Speaking at a forum themed "China's Financial Dream, Path to Capital Renaissance," she noted that fiscal reforms have been launched in one experimental zone and "that will likely be expanded."
Another focus is financial liberalization, she said. "Obviously the liberalization of interest rates is a key, but that cannot happen until there is a nationwide depository insurance put into place."
"All of these steps and building blocks take time, but, I think, are definitely on the horizon," she said.
Talking about the upcoming third plenary session of the 18th Communist Party of China Central Committee, La Roche said it would be "a major watershed event" for China's economy.
The world is waiting to see what reforms it would bring and how they would influence the Chinese economy, she said.
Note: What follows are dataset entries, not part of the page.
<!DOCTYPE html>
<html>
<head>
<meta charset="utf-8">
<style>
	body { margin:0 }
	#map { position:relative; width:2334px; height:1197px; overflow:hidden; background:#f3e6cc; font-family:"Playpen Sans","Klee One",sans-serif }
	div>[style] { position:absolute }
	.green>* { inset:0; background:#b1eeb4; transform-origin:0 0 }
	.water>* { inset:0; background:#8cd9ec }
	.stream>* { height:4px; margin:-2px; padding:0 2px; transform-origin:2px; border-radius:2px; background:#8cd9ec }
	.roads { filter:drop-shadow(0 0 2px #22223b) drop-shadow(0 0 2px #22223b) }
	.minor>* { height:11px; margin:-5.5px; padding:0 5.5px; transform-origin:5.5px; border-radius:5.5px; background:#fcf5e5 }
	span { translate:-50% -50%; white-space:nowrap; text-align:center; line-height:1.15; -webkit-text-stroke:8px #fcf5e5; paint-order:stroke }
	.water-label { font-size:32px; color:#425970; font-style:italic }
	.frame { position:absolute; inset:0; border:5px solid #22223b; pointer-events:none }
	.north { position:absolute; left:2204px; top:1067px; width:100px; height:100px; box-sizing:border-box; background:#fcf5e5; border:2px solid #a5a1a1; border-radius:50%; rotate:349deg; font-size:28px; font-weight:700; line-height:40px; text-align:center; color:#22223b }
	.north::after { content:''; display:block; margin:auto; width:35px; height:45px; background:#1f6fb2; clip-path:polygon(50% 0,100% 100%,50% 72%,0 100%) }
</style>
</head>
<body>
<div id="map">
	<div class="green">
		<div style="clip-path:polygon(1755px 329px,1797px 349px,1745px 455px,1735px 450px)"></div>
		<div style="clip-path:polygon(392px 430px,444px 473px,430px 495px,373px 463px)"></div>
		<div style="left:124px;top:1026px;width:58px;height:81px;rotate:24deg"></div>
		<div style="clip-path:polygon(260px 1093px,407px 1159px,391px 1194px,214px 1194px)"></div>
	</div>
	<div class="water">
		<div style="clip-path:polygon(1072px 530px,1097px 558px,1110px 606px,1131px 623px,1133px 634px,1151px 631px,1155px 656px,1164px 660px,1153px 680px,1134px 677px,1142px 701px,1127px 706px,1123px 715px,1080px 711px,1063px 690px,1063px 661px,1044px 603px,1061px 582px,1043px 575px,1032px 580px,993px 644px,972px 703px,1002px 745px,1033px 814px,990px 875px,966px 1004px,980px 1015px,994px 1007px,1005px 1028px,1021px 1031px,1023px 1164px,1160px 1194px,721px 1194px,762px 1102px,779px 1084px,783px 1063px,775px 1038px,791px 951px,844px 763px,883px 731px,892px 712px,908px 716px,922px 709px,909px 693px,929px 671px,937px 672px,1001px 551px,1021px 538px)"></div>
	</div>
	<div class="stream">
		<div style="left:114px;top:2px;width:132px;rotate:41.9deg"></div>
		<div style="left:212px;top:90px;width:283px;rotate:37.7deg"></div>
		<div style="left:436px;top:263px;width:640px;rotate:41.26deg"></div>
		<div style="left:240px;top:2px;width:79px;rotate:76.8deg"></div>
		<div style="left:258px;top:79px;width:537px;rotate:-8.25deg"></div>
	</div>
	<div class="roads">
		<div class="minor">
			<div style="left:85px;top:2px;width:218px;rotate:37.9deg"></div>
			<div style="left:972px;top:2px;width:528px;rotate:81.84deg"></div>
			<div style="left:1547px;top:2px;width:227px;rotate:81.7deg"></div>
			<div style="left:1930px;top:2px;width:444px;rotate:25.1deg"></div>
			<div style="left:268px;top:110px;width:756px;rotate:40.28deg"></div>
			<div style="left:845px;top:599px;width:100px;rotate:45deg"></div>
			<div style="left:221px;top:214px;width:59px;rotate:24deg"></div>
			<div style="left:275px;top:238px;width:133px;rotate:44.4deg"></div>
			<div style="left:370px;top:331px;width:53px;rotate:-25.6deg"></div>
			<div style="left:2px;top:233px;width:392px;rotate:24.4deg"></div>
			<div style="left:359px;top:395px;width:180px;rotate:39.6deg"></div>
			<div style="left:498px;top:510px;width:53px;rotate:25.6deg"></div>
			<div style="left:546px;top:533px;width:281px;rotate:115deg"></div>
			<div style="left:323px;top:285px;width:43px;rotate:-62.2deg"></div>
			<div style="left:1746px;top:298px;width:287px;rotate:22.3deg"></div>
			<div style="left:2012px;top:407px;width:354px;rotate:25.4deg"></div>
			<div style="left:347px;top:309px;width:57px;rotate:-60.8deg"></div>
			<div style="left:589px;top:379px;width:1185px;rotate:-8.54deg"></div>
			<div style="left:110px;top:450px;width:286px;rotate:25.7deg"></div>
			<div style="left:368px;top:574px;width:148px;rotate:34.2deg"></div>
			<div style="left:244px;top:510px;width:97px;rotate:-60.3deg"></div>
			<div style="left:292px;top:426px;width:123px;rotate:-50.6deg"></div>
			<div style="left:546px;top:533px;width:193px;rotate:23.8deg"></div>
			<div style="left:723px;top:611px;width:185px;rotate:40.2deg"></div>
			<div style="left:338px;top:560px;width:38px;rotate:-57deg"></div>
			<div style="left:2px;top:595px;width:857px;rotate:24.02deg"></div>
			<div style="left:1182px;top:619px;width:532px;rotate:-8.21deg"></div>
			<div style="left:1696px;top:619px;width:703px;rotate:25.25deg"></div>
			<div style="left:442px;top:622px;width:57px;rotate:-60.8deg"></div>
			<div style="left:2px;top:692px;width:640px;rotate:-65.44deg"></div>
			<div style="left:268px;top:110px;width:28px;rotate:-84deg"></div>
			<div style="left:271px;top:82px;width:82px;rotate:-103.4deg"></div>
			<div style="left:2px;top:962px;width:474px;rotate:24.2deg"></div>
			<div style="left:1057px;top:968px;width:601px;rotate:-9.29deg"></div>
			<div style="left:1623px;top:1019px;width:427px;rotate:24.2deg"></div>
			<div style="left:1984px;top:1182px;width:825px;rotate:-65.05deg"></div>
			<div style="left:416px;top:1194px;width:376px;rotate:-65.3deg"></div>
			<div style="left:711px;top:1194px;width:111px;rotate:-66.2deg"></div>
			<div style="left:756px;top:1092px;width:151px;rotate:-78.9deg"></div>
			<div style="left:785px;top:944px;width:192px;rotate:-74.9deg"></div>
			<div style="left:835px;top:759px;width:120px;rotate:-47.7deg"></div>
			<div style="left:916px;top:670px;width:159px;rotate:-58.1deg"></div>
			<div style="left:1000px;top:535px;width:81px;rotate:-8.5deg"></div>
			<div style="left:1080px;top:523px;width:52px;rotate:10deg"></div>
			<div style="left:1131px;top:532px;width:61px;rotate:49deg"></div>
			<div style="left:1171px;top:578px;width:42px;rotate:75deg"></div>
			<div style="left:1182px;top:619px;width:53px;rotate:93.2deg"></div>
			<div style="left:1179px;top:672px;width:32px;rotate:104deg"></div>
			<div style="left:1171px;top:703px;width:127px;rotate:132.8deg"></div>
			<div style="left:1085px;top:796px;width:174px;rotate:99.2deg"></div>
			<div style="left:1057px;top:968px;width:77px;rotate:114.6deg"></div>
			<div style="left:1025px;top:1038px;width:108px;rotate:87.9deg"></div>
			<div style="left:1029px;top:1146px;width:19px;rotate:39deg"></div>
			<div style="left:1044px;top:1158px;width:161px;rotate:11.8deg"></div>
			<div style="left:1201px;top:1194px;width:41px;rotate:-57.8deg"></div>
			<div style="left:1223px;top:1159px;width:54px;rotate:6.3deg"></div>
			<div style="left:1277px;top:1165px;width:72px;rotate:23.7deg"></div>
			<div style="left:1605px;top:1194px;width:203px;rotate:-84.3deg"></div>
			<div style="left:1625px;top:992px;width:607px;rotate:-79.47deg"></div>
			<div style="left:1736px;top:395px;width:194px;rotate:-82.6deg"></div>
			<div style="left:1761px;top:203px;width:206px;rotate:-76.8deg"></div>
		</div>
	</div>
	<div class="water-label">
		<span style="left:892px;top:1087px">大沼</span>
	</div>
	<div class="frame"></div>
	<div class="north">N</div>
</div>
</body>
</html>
La Roche said the session would arouse debate not only domestically but also abroad, "because we all want China in the long run to be extraordinarily successful and to be able to transit from a growth model that's based on exports and investment to one that is more domestic consumption-oriented."
China's new leadership is "likely to initiate a number of pilot programs, which will also be China's experience when trying to look at other potential reforms, be it land reform, be it liberalization of interest rates, or the liberalization and establishment of free trade zones, such as that of Shanghai," she said.
Moreover, La Roche said she thought "the real challenges are the necessity to restructure large state-owned enterprises, which will be much, much harder to do and take much longer time."
However, "for the longer term, I'm still very optimistic," she said.
La Roche, who first visited China in 1978, said she never bet against China.
"I think we need to be a little more balanced and realistic," she said.